Biochem Genet. 2022 Dec 08.
Isoquercitrin is a natural flavonoid quercetin with anti-inflammatory, anti-anaphylactic, antiviral, and anticancer activities. Here, we investigated the effect of isoquercitrin on immunogenic cell death (ICD) of gastric cancer (GC). The effect of isoquercitrin on GC cell lines (AGS and HGC-27) was evaluated using cell counting kit-8 assays, colony formation assays, Annexin V/PI apoptosis detection kit, western blot analysis, JC-1 staining, immunofluorescence assays, and enzyme-linked immunosorbent assay.
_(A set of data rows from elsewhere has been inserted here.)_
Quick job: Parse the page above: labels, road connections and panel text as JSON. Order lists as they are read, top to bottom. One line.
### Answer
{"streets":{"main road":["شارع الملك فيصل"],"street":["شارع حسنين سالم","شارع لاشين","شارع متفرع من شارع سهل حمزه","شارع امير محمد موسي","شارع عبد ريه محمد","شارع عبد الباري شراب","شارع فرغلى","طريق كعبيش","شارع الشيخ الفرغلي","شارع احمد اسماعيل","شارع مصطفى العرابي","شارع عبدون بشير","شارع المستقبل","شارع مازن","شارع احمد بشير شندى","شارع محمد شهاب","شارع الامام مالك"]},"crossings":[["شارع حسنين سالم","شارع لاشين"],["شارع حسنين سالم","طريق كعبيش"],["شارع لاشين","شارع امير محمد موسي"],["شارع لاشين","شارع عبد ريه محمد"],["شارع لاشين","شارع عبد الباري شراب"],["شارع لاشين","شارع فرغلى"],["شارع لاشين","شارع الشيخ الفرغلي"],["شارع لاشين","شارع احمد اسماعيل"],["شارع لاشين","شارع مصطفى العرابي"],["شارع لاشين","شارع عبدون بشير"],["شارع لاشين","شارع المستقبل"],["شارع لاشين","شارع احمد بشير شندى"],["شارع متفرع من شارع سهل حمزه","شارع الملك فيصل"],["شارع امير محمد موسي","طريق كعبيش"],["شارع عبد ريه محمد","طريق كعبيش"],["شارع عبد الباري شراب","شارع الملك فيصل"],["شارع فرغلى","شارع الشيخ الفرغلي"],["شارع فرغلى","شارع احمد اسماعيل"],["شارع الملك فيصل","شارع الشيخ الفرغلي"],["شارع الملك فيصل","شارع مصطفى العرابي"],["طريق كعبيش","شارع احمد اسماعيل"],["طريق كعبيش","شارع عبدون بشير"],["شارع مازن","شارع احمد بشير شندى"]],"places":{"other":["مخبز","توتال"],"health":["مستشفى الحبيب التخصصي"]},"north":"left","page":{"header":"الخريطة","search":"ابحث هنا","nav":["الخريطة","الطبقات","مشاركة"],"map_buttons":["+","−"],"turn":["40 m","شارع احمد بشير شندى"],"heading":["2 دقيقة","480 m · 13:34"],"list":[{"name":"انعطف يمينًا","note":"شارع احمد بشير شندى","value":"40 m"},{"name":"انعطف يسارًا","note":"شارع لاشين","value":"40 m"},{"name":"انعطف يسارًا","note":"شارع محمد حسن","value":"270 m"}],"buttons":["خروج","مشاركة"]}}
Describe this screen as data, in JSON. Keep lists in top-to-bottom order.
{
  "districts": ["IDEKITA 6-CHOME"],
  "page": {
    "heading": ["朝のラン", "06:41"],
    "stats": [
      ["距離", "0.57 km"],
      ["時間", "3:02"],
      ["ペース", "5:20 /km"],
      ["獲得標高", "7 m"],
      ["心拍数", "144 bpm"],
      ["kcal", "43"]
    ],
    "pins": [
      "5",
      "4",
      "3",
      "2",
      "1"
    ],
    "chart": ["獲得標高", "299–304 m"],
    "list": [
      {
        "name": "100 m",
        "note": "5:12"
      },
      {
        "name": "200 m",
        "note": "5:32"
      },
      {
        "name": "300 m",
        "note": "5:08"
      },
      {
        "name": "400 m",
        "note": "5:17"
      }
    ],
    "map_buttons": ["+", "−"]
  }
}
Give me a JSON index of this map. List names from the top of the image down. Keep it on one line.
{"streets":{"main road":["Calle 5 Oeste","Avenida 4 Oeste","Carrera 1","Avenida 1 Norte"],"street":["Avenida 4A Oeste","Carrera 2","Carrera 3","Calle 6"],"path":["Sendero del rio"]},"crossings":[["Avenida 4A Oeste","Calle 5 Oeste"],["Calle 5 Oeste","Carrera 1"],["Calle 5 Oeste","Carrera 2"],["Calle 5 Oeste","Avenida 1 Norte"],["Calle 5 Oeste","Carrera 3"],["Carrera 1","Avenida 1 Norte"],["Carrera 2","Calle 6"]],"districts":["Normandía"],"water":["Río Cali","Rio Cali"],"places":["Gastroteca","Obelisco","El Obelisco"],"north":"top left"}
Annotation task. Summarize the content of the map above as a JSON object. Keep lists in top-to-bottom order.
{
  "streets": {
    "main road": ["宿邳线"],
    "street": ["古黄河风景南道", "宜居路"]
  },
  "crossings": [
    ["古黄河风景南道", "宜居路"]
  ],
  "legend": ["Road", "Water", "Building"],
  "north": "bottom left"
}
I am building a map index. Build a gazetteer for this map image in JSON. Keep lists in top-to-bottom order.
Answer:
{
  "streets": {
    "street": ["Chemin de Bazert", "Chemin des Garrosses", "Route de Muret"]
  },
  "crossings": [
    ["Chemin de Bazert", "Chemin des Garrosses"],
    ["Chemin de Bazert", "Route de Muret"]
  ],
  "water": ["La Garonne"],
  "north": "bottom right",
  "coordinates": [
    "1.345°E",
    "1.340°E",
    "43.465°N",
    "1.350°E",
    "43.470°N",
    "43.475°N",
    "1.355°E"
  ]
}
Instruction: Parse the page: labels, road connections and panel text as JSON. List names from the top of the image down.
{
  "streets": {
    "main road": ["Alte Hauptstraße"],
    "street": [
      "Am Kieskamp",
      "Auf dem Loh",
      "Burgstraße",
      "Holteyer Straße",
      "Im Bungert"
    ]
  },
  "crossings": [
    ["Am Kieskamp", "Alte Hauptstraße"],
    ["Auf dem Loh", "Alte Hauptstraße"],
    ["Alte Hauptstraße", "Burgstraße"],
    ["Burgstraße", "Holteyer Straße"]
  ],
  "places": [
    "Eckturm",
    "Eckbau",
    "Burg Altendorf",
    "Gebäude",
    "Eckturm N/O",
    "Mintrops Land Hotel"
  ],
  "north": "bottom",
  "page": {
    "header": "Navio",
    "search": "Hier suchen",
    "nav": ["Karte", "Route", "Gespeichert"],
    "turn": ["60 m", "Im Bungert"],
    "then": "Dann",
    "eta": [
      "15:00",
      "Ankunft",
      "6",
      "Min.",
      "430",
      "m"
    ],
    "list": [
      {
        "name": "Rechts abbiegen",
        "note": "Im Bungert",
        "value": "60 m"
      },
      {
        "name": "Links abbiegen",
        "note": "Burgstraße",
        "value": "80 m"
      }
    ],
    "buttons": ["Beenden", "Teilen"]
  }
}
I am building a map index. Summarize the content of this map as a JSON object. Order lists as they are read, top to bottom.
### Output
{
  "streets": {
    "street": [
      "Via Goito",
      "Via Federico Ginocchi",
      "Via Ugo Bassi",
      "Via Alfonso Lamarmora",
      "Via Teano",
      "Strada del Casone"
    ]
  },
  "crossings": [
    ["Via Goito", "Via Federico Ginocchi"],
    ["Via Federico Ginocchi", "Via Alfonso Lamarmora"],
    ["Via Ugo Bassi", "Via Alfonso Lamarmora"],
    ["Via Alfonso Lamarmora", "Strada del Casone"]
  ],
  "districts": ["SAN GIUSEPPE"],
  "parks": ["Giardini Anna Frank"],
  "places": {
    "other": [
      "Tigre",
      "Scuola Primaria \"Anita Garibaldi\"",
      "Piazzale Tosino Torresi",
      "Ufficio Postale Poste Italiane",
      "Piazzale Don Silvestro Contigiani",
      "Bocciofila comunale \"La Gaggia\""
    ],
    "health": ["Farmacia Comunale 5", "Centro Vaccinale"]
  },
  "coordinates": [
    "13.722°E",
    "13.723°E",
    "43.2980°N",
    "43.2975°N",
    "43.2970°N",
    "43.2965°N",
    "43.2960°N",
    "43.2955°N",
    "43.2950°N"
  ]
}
Isoquercitrin at doses greater than 20 μM had significant inhibitory effects on the survival of GC cell lines, including HGC-27, AGS, MKN-45, and SNU-1. Isoquercitrin treatment decreased GC cell colony formation in a dose-dependent manner and induced apoptosis accompanied by downregulation of BCL-2 and upregulation of BAX, cleaved caspase-3, and caspase-12. In addition, isoquercitrin promoted the disruption of mitochondrial membrane potential in GC cells. The GC cell surface levels of calreticulin (CRT) and extracellular levels of CRT, ATP, and HMGB1 were enhanced by treatment with isoquercitrin. The protein levels of HMGB1, HSP70, and HSP90 were upregulated by isoquercitrin in a dose-dependent manner. Moreover, the endoplasmic reticulum (ER) stress inhibitor 4-phenylbutyrate reversed isoquercitrin-induced ICD in GC cells. Overall, our data suggested that isoquercitrin induces ER stress and ICD in GC cells. Isoquercitrin may be a candidate anticancer drug for the treatment of GC.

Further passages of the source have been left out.